Former President Donald Trump will get to know on Wednesday if he will regain access to Facebook as their Oversight Board will announce its decision on the future of his account.
The board was to announce its decision last month but it got delayed as it needed to process over 9,000 public comments, reported AP News.
Trump’s account was suspended for allegedly inciting violence that led to the Jan. 6 Capitol riots. Facebook and Instagram made the move on Jan. 7, saying at the time he’d be suspended "at least" through the end of his presidency.
“If they reinstate him, Facebook will claim this proves the Board’s independence. If they don’t, Facebook will say its judgment to exclude Trump was vindicated. Heads they win, tails we lose. Journalists should know better than to take this window dressing seriously,” said Laurence Tribe, professor at Harvard Law School and member of the Real Facebook Oversight Board, a group critical of Facebook and its panel.
Facebook created the Oversight Board to review the social media platform’s thorniest policy choices. The board’s 20 members include a former prime minister of Denmark, the former editor-in-chief of the Guardian newspaper, along with legal scholars, human rights experts and journalists.

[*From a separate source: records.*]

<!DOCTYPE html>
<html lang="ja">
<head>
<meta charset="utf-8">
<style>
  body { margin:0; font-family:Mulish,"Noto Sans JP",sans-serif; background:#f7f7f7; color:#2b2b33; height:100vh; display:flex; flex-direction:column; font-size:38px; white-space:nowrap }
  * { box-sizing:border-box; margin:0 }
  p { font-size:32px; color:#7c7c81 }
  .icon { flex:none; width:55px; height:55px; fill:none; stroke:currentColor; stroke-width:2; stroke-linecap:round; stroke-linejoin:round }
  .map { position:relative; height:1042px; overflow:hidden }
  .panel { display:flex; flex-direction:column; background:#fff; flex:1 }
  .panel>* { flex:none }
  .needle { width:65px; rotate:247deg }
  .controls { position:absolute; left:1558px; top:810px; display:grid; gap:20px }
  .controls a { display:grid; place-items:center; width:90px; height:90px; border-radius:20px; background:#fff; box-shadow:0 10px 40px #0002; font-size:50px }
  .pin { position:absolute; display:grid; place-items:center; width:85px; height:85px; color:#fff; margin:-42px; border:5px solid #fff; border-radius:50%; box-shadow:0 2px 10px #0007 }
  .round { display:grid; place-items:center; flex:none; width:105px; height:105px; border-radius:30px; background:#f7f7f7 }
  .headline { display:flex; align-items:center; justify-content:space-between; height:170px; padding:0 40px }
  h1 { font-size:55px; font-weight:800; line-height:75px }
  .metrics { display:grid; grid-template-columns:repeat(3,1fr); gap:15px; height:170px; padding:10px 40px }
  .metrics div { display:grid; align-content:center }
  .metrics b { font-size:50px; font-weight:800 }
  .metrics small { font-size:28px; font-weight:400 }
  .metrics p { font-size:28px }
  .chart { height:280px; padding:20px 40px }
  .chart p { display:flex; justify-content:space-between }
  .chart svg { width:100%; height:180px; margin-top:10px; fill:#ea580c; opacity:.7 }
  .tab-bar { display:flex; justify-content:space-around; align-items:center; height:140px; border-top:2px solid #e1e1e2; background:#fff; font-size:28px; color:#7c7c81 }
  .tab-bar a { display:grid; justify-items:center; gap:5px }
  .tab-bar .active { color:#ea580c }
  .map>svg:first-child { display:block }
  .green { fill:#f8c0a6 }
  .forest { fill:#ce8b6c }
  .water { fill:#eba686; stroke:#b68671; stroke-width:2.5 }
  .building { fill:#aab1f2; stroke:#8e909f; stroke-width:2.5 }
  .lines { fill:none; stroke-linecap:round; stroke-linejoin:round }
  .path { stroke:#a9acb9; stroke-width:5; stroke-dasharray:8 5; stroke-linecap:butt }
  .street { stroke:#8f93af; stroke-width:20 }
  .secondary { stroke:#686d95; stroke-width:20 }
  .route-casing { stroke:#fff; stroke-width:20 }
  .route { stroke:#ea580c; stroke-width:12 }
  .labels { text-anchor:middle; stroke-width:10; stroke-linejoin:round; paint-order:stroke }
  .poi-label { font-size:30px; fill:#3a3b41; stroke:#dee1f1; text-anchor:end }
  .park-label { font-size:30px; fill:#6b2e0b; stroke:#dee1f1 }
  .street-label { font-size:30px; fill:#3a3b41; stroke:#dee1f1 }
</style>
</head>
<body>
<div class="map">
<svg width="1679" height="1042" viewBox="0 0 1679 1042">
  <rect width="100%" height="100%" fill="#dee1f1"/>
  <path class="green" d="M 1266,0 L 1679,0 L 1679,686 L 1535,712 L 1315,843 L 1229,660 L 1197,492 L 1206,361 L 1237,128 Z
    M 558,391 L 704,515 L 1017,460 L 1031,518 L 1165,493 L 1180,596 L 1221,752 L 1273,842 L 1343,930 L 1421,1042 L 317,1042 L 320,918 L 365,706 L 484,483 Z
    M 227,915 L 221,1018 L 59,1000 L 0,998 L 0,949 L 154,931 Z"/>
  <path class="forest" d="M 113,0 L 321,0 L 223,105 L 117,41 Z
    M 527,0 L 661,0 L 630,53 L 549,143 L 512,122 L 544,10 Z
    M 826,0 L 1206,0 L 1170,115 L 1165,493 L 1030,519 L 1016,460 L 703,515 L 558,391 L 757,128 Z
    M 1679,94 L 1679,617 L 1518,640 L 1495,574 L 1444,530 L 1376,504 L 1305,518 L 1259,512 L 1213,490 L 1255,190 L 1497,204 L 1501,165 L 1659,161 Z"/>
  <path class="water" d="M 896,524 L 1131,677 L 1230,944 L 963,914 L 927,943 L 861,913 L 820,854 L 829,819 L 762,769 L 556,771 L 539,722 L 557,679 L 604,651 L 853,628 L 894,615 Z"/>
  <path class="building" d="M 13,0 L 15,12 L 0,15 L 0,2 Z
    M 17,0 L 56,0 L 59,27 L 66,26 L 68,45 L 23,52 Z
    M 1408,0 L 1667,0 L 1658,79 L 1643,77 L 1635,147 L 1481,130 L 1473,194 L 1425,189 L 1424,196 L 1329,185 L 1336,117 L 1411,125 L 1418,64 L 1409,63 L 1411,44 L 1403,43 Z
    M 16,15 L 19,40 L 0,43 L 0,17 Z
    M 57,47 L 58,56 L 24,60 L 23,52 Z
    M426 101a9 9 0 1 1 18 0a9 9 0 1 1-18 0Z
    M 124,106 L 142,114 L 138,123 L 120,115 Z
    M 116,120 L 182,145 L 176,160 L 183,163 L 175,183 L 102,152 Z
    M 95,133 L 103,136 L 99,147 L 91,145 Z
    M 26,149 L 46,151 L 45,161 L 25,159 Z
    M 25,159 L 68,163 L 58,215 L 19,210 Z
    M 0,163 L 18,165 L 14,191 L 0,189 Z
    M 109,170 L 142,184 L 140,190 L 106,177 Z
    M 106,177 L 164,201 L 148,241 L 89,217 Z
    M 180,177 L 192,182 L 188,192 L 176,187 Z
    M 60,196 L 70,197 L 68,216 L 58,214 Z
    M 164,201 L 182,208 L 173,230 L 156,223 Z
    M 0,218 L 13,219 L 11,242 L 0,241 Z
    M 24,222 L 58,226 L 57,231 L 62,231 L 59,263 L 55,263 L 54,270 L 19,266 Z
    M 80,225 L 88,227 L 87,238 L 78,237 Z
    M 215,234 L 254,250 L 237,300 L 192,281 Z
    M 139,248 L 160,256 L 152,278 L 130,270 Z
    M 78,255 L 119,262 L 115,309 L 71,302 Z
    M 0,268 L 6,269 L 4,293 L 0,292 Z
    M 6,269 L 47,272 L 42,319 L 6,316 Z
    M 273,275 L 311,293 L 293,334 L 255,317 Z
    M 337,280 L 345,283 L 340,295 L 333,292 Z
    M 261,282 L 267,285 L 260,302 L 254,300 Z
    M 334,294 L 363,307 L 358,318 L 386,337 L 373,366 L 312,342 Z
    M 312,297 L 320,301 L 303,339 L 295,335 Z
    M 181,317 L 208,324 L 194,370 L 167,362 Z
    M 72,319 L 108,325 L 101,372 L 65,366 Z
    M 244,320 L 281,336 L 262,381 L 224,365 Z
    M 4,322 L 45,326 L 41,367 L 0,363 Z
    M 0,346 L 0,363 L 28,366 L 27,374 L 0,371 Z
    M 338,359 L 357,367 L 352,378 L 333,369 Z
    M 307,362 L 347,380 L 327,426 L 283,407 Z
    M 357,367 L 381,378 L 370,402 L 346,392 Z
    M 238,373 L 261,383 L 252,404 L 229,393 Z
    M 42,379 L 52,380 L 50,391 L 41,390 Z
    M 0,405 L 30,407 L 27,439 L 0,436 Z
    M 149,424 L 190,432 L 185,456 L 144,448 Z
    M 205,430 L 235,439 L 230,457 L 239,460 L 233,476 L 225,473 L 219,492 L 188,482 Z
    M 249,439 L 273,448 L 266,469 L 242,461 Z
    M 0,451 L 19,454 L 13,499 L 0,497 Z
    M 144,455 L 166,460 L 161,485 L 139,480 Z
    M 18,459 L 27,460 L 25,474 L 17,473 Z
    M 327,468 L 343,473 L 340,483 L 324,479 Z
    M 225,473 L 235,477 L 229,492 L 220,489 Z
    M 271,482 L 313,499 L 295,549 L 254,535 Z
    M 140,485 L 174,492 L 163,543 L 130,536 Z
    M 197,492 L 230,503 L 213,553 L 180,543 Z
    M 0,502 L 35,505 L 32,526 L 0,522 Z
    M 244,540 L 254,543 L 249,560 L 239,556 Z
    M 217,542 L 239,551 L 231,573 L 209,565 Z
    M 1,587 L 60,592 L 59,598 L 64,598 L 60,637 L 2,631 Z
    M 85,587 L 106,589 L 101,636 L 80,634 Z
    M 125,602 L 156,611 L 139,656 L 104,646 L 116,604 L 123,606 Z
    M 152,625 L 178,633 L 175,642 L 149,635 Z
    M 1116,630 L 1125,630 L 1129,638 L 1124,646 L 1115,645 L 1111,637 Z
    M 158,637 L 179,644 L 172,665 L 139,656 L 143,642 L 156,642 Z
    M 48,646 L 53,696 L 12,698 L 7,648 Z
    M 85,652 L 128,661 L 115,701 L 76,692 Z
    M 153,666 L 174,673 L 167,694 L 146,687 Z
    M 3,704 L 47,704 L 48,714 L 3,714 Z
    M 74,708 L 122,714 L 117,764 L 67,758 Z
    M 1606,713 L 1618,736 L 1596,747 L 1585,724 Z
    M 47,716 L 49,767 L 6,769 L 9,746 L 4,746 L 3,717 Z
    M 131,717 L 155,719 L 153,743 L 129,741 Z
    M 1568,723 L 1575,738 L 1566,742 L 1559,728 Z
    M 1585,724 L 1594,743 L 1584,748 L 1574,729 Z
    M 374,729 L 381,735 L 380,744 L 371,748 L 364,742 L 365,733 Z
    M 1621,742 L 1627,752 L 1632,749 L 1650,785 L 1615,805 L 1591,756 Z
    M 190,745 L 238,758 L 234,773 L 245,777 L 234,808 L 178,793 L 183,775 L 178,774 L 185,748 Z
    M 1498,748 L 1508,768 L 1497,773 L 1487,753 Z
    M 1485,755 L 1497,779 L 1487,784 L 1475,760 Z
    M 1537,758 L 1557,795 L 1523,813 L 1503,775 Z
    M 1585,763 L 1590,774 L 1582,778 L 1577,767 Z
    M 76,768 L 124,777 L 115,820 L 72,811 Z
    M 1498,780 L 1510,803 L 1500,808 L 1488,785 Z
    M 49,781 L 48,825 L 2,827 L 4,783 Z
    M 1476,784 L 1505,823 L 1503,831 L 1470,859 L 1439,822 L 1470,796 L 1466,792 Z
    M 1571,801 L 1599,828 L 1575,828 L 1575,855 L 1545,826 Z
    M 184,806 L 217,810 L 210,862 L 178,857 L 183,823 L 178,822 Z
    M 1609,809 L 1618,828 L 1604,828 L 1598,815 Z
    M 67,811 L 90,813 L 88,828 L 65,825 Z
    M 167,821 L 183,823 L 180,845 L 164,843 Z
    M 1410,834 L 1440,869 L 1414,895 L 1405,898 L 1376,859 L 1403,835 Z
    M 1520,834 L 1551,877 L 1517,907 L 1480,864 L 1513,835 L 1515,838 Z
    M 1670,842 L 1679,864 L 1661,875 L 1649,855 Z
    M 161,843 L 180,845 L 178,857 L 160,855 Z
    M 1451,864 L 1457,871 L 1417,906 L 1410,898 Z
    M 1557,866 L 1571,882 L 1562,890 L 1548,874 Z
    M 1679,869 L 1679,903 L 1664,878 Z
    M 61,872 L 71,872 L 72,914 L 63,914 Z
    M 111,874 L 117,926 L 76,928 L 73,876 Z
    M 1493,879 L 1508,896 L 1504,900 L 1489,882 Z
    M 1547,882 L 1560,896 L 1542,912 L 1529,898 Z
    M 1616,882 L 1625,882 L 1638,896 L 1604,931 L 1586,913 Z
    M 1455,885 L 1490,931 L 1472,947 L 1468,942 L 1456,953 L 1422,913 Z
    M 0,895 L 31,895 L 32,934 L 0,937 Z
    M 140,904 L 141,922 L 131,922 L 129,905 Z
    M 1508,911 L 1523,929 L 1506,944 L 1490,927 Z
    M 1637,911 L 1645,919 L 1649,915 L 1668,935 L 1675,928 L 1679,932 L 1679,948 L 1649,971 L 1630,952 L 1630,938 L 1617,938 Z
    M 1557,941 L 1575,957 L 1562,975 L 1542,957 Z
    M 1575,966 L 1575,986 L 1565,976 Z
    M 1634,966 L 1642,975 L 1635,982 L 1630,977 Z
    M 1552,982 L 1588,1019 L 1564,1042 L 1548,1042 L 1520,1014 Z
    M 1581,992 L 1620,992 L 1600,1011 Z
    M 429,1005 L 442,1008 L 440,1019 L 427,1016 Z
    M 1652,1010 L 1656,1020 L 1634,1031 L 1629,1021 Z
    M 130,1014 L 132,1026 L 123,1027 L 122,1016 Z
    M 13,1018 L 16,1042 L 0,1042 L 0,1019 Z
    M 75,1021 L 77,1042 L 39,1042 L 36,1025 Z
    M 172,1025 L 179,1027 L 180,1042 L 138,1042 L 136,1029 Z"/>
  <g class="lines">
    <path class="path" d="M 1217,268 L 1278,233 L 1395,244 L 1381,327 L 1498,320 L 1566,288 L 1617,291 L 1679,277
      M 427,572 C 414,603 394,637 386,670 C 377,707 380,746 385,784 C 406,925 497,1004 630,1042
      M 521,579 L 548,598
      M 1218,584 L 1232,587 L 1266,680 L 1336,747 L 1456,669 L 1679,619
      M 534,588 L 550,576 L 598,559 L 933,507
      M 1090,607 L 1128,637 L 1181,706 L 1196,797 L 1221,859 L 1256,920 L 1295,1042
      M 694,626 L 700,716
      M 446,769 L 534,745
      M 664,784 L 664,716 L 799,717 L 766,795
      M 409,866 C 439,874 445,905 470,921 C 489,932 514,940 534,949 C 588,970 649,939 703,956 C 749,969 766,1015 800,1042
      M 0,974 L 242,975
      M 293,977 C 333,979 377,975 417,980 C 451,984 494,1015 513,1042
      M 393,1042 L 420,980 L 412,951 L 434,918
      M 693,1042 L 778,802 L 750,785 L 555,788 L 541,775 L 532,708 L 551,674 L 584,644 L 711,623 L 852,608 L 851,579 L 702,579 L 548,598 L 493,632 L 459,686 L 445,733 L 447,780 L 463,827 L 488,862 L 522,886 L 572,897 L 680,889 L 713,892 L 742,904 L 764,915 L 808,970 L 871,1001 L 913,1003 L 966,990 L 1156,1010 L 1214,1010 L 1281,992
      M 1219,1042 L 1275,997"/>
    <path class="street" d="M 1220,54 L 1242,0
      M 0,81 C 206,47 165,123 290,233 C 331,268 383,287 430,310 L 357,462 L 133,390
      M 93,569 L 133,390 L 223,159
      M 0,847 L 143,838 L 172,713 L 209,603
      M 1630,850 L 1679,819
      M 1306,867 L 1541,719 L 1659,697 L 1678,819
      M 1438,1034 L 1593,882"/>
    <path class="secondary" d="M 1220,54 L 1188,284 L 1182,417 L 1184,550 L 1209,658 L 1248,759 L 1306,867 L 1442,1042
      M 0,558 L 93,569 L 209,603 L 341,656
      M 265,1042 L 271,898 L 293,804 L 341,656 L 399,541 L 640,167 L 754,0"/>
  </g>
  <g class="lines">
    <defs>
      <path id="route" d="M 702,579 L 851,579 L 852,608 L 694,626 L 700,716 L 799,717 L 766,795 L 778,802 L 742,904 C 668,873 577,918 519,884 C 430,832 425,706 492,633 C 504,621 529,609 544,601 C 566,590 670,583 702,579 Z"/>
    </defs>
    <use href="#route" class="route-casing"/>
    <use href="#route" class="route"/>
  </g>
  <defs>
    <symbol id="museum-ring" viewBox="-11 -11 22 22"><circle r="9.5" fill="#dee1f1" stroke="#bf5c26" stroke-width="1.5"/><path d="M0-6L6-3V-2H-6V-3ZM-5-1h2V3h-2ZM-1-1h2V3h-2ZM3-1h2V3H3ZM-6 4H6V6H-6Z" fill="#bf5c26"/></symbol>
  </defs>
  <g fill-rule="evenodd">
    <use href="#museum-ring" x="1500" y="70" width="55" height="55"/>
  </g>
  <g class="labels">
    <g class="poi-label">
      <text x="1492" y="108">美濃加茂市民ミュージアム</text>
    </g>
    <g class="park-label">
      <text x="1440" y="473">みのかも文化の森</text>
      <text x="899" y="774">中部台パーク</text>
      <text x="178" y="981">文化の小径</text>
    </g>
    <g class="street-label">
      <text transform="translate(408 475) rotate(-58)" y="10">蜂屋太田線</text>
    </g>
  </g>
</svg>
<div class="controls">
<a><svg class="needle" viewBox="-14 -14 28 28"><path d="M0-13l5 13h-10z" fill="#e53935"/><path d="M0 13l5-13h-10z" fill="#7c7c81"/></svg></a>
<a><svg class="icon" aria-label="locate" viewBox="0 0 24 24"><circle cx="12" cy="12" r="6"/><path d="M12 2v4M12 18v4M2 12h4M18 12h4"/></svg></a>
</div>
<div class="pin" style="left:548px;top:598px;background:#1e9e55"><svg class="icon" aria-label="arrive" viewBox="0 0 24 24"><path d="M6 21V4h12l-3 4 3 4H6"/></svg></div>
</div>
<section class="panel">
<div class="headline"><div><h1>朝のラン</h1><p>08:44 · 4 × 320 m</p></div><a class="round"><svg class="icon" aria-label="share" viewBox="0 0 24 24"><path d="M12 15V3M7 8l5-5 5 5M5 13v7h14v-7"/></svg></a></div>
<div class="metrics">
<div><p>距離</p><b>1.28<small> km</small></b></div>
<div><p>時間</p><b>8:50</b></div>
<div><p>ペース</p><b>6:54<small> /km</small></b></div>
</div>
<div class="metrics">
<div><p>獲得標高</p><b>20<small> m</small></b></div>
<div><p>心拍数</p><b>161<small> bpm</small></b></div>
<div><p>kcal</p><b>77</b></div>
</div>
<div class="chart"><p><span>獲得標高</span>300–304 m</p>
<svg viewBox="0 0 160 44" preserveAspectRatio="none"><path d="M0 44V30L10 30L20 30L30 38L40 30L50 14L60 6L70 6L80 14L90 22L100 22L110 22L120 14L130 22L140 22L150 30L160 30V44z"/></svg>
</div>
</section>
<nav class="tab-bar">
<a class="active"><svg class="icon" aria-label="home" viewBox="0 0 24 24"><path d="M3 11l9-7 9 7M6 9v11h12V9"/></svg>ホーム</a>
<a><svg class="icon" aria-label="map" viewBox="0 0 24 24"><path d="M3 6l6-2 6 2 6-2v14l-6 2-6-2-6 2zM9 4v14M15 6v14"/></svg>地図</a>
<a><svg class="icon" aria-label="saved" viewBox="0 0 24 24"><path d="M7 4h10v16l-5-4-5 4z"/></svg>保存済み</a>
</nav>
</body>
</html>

“The Oversight Board is designed to distract journalists and policy makers from the massive harm being done every day by Facebook,” said Roger McNamee, an early investor in Facebook.
“To view the board as legitimate, one must accept that a group structured to review a handful of cases a year is enough to supervise a platform that is undermining democracy around the world, amplifies denial in a pandemic, allegedly engages in price fixing in digital advertising, amplifies hate speech, and shares tens of millions of harmful messages every day."
Meanwhile, Twitter has banned Trump permanently.
In other technology news, Florida Governor Ron DeSantis is expected to sign into law a bill that would prevent social media giants such as Facebook, Twitter and Google’s YouTube from “deplatforming” politicians such as Trump, reported USA Today.
The bill was given a green signal last week by the Republican-controlled state Legislature. The bill would fine social media giants $250,000 a day, for deplatforming a Florida candidate. It would order them to publish standards with detailed definitions of when someone would be censored or blocked.
A social media company would be required to send notifications to users within seven days that they could be censored. This would give them time to correct posts.